Comparison of fractional vegetation cover derived from digital camera and MODIS NDVI in Mongolia

Friday, 19 December 2014
Kim Jaebeom, Keunchang Jang and Sinkyu Kang, Kangwon National University, Chuncheon, South Korea
Satellite remote sensing can continuously observe the land surface vegetation with repetitive error over large area, though it requires complex processes to correct errors occurred from atmosphere and topography. On the other hand, the imageries captured by digital camera provide several benefits such as high spatial resolution, simple shooting method, and relatively low-priced instrument. Furthermore, digital camera has less of atmospheric effect such as path radiance than satellite imagery, and have advantage of the shooting with actual land cover.
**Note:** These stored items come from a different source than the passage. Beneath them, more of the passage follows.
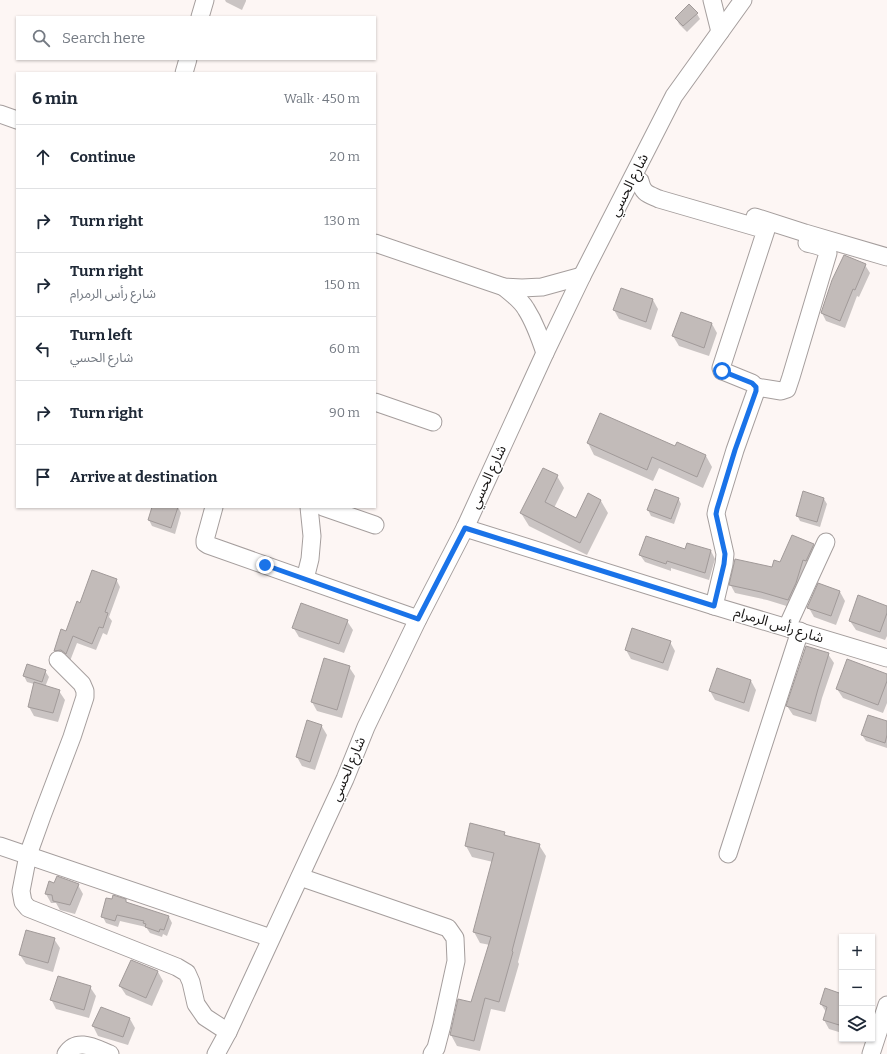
<!DOCTYPE html>
<html lang="en">
<head>
<meta charset="utf-8">
<style>
	body { margin:0; font-family:Bitter,"Noto Sans Arabic",serif; background:#f2f2f3; color:#1f2937 }
	.controls { position:absolute; right:12px; bottom:12px; display:grid; overflow:hidden; border-radius:0px; box-shadow:0 1px 3px #0004 }
	.controls button { width:36px; height:36px; display:grid; place-items:center; padding:0; border:0; border-bottom:1px solid #e0e1e3; background:#fff; color:#1f2937; font:20px sans-serif }
	.stop { position:absolute; width:12px; height:12px; margin:-9px; border:3px solid #1a73e8; border-radius:50%; background:#fff }
	.stop.end { background:#1a73e8; border-color:#fff; box-shadow:0 1px 4px #0008 }
	.list { margin:0; padding:0; list-style:none }
	h2 { display:flex; justify-content:space-between; align-items:center; height:52px; margin:0; padding:0 16px; font-size:17px }
	h2 small { font-size:13px; font-weight:400; color:#747a83 }
	.list li { display:grid; grid-template-columns:26px 1fr auto; gap:12px; align-items:center; box-sizing:border-box; height:64px; padding:0 16px; border-top:1px solid #e0e1e3 }
	.list b { display:block; font-size:15px; white-space:nowrap }
	.list p { margin:0; font-size:13px; white-space:nowrap; color:#747a83 }
	.list em { font-size:13px; font-style:normal; color:#747a83 }
	.icon { flex:none; width:22px; height:22px; fill:none; stroke:currentColor; stroke-width:2; stroke-linecap:round; stroke-linejoin:round }
	.map { position:relative; flex:none; width:887px; height:1054px; overflow:hidden }
	.search { position:absolute; background:#fff; box-shadow:0 1px 3px #0004; left:16px; top:16px; width:360px; height:44px; display:flex; align-items:center; gap:10px; box-sizing:border-box; padding:0 14px; border-radius:0px; color:#747a83; font-size:15px }
	.panel { position:absolute; background:#fff; box-shadow:0 1px 3px #0004; left:16px; top:72px; width:360px; height:436px; border-radius:0px }
	.map>svg:first-child { display:block }
	.shadow { fill:#0003 }
	.building { fill:#c2bbb9; stroke:#a19a99 }
	.lines { fill:none; stroke-linecap:round; stroke-linejoin:round }
	.minor-casing { stroke:#a59e9d; stroke-width:19 }
	.minor { stroke:#fff; stroke-width:17 }
	.route { stroke:#1a73e8; stroke-width:5 }
	.labels { text-anchor:middle; dominant-baseline:central; stroke-width:3; stroke-linejoin:round; paint-order:stroke }
	.street-label { font-size:14px; fill:#171514; stroke:#fff }
</style>
</head>
<body>
<div class="map">
<svg width="887" height="1054" viewBox="0 0 887 1054">
	<rect width="100%" height="100%" fill="#fdf6f4"/>
	<!-- shadow -->
	<g class="shadow">
		<polygon points="225,0 246,0 246,1 242,10 226,2"/>
		<polygon points="697,14 700,19 687,32 679,24 676,18"/>
		<polygon points="865,265 870,273 859,297 857,296 845,328 826,321 822,313"/>
		<polygon points="653,300 658,309 651,330 619,319 614,310"/>
		<polygon points="712,324 717,333 709,356 679,346 673,336"/>
		<polygon points="588,443 676,447 706,456 712,467 703,488 659,468 653,481 594,455"/>
		<polygon points="557,476 564,488 554,508 577,519 601,501 608,513 587,555 529,526 521,513"/>
		<polygon points="678,498 681,504 674,524 651,516 648,510"/>
		<polygon points="824,499 827,504 820,527 800,521 797,515"/>
		<polygon points="153,507 178,507 181,513 175,534 152,526 149,520"/>
		<polygon points="687,545 711,551 715,559 709,580 671,568 671,571 645,562 640,555 686,550"/>
		<polygon points="813,545 818,554 793,608 767,600 735,593 730,584 772,569 781,563"/>
		<polygon points="116,579 120,587 109,617 112,621 107,635 103,633 96,650 77,643 70,661 59,658 55,650 67,632 81,604"/>
		<polygon points="819,584 840,592 845,601 836,625 814,617 809,608"/>
		<polygon points="887,607 887,636 885,640 856,630 850,621"/>
		<polygon points="347,621 353,630 344,653 299,637 293,627"/>
		<polygon points="670,642 675,651 668,671 631,659 626,650"/>
		<polygon points="828,654 834,663 822,698 816,722 793,715 787,706"/>
		<polygon points="349,667 355,676 342,718 317,711 312,702"/>
		<polygon points="717,670 751,681 756,690 749,712 715,700 710,691"/>
		<polygon points="45,671 49,677 45,687 59,691 65,700 58,722 34,716 29,707 34,684 27,682 24,676"/>
		<polygon points="887,675 887,703 883,713 843,698 837,689"/>
		<polygon points="887,722 887,748 866,741 862,735"/>
		<polygon points="321,725 327,735 315,770 302,766 297,757"/>
		<polygon points="471,824 504,832 506,836 539,845 546,856 518,962 519,964 505,1012 491,1009 480,1051 457,1046 451,1035 471,1003 490,945 480,943 474,932 493,862 472,857 466,846"/>
		<polygon points="55,884 78,885 83,894 75,914 60,910 56,903 51,903 46,894"/>
		<polygon points="125,900 127,903 169,917 172,923 167,936 163,934 162,937 150,933 146,927 120,921 118,927 106,923 103,917"/>
		<polygon points="54,939 60,948 53,972 26,964 20,955"/>
		<polygon points="158,972 163,981 152,1006 126,995 120,986"/>
		<polygon points="90,987 96,996 89,1018 56,1009 51,999"/>
		<polygon points="842,995 842,1033 829,1029 824,1020 826,1012 821,1004"/>
		<polygon points="101,1008 130,1019 135,1028 128,1045 98,1036 93,1026"/>
	</g>
	<!-- building -->
	<g class="building">
		<polygon points="689,4 698,13 683,26 675,18"/>
		<polygon points="844,255 866,264 855,290 853,289 840,321 821,313 832,280"/>
		<polygon points="621,288 653,299 646,322 613,310"/>
		<polygon points="681,312 712,323 704,348 672,336"/>
		<polygon points="600,413 675,446 677,442 706,455 697,477 652,457 647,470 587,443"/>
		<polygon points="543,468 558,475 545,502 576,518 588,493 601,500 580,543 520,513"/>
		<polygon points="655,489 679,498 671,519 647,510"/>
		<polygon points="803,491 824,498 817,522 796,516"/>
		<polygon points="152,507 178,507 171,528 148,520"/>
		<polygon points="792,535 814,544 806,561 803,560 796,583 788,600 761,592 729,585 735,559 772,567 774,560 780,562"/>
		<polygon points="646,536 685,549 687,543 711,550 705,573 667,561 666,564 639,555"/>
		<polygon points="92,570 117,579 105,612 108,613 103,628 99,627 92,644 73,636 66,654 61,650 54,651 61,629 66,631 77,601 80,603"/>
		<polygon points="818,583 840,591 831,616 807,608"/>
		<polygon points="858,595 887,606 887,613 880,632 849,621"/>
		<polygon points="301,603 348,620 339,644 292,628"/>
		<polygon points="632,628 671,641 663,663 625,650"/>
		<polygon points="806,646 829,653 818,689 811,714 786,706"/>
		<polygon points="324,658 350,666 337,710 311,702"/>
		<polygon points="847,659 887,674 887,681 878,705 836,689"/>
		<polygon points="27,664 46,670 42,682 23,676"/>
		<polygon points="717,668 751,680 744,703 709,691"/>
		<polygon points="34,682 60,690 53,713 28,707"/>
		<polygon points="868,715 887,721 887,735 885,743 861,735"/>
		<polygon points="307,720 322,725 310,762 296,757"/>
		<polygon points="470,823 505,832 504,835 540,844 512,951 513,952 499,1002 485,998 474,1041 450,1035 458,999 471,1002 491,937 473,932 494,853 465,846"/>
		<polygon points="57,876 79,884 70,905 53,901 52,895 45,894 49,881 54,883"/>
		<polygon points="113,895 126,899 126,902 169,916 164,930 160,929 159,932 145,927 146,924 143,923 144,921 117,915 115,921 101,917 106,898 112,899"/>
		<polygon points="26,930 55,938 48,963 19,955"/>
		<polygon points="131,960 158,971 146,998 119,986"/>
		<polygon points="58,976 91,986 84,1010 50,1000"/>
		<polygon points="825,988 842,994 842,1017 839,1025 823,1020 827,1007 820,1004"/>
		<polygon points="101,1007 130,1018 123,1037 92,1026"/>
	</g>
	<g class="lines">
		<!-- minor casing -->
		<g class="minor-casing">
			<g id="minor">
				<polyline points="712,0 720,32"/>
				<polyline points="200,17 205,0"/>
				<polyline points="184,73 188,59"/>
				<polyline points="0,114 17,120"/>
				<path d="M640,181C643,194 648,194 659,199L766,230L721,368L722,371L725,372L752,383L756,387V391L735,450L717,509L716,514L725,554L724,564L714,606"/>
				<polyline points="755,217 805,233 887,257"/>
				<polyline points="375,243 504,287 522,288 542,287 582,276"/>
				<path d="M504,287C512,294 521,300 526,309C535,323 540,338 545,353"/>
				<path d="M756,387L781,391L787,389L791,377L828,253C825,246 814,245 807,243"/>
				<polyline points="375,402 433,422"/>
				<polyline points="214,507 205,540 205,543 208,545 418,619"/>
				<polyline points="323,507 375,525"/>
				<polyline points="465,528 714,606 887,658"/>
				<polyline points="305,579 310,559 312,536 309,507"/>
				<polyline points="787,627 826,542"/>
				<polyline points="58,660 82,684 85,691 85,697 72,737 42,816 28,855 21,891 23,902 28,908 177,967 187,973 191,982 196,1004 205,1017 228,1032"/>
				<polyline points="0,846 271,938"/>
				<polyline points="728,854 800,631"/>
				<polyline points="300,877 448,928 455,938 456,961 442,1025 436,1048 432,1054"/>
				<path d="M66,1054C77,1037 95,1048 110,1054"/>
				<polyline points="216,1054 228,1032 345,779 366,727 418,619 465,528 545,353 582,276 674,96 743,0"/>
				<polyline points="871,1054 887,1005"/>
			</g>
		</g>
		<!-- minor -->
		<use href="#minor" class="minor"/>
	</g>
	<g class="lines">
		<!-- route -->
		<polyline class="route" points="265,565 418,619 465,528 714,606 724,564 725,554 716,514 717,509 735,450 756,391 756,387 752,383 722,371"/>
	</g>
	<g class="labels">
		<!-- street labels -->
		<g class="street-label">
			<text transform="translate(629 185) rotate(-63)">شارع الحسي</text>
			<text transform="translate(488 477) rotate(-65)">شارع الحسي</text>
			<text transform="translate(779 625) rotate(17)">شارع رأس الرمرام</text>
			<text transform="translate(348 769) rotate(-67)">شارع الحسي</text>
		</g>
	</g>
</svg>
<div class="controls">
<button>+</button>
<button>−</button>
<button><svg class="icon" aria-label="layers" viewBox="0 0 24 24"><path d="M12 4l9 5-9 5-9-5zM3 14l9 5 9-5"/></svg></button>
</div>
<div class="stop" style="left:722px;top:371px"></div>
<div class="stop end" style="left:265px;top:565px"></div>
<div class="search"><svg class="icon" aria-label="search" viewBox="0 0 24 24"><circle cx="10" cy="10" r="6"/><path d="M15 15l6 6"/></svg>Search here</div>
<section class="panel">
<h2>6 min<small>Walk · 450 m</small></h2>
<ul class="list">
<li><svg class="icon" aria-label="ahead" viewBox="0 0 24 24"><path d="M12 20V5M6 11l6-6 6 6"/></svg><div><b>Continue</b></div><em>20 m</em></li>
<li><svg class="icon" aria-label="right" viewBox="0 0 24 24"><path d="M7 20v-9h11M14 6l5 5-5 5"/></svg><div><b>Turn right</b></div><em>130 m</em></li>
<li><svg class="icon" aria-label="right" viewBox="0 0 24 24"><path d="M7 20v-9h11M14 6l5 5-5 5"/></svg><div><b>Turn right</b><p>شارع رأس الرمرام</p></div><em>150 m</em></li>
<li><svg class="icon" aria-label="left" viewBox="0 0 24 24"><path d="M17 20v-9H6M10 6l-5 5 5 5"/></svg><div><b>Turn left</b><p>شارع الحسي</p></div><em>60 m</em></li>
<li><svg class="icon" aria-label="right" viewBox="0 0 24 24"><path d="M7 20v-9h11M14 6l5 5-5 5"/></svg><div><b>Turn right</b></div><em>90 m</em></li>
<li><svg class="icon" aria-label="arrive" viewBox="0 0 24 24"><path d="M6 21V4h12l-3 4 3 4H6"/></svg><div><b>Arrive at destination</b></div></li>
</ul>
</section>
</div>
</body>
</html>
The objective of this study is the comparison of fractional vegetation cover derived from digital camera and MODIS Normalized Difference Vegetation Index (NDVI) in Mongolia. 670 imageries for the above ground including green leaves and soil surface captured by digital camera at the 134 sites in Mongolia from 2011 to 2014 were used to classify the vegetation cover fraction. Thirteen imageries captured by Mongolia and South Korea were selected to determine the best classification method. Various classification methods including the 4 supervised classifications, 2 unsupervised classifications, and histogram methods were used to separate the green vegetation in camera imageries that were converted to two color spaces such as Red-Green-Blue (RGB) and Hue-Intensity-Saturation (HIS). Those results were validated using the manually counted dataset from the local plant experts. The maximum likelihood classification (MLC) with HIS color space among classification methods showed a good agreement with manually counted dataset. The correlation coefficient and the root mean square error were 1.008 and 7.88%, respectively. Our preliminary result indicates that the MLC with HIS color space has a potential to classify the green vegetation in Mongolia.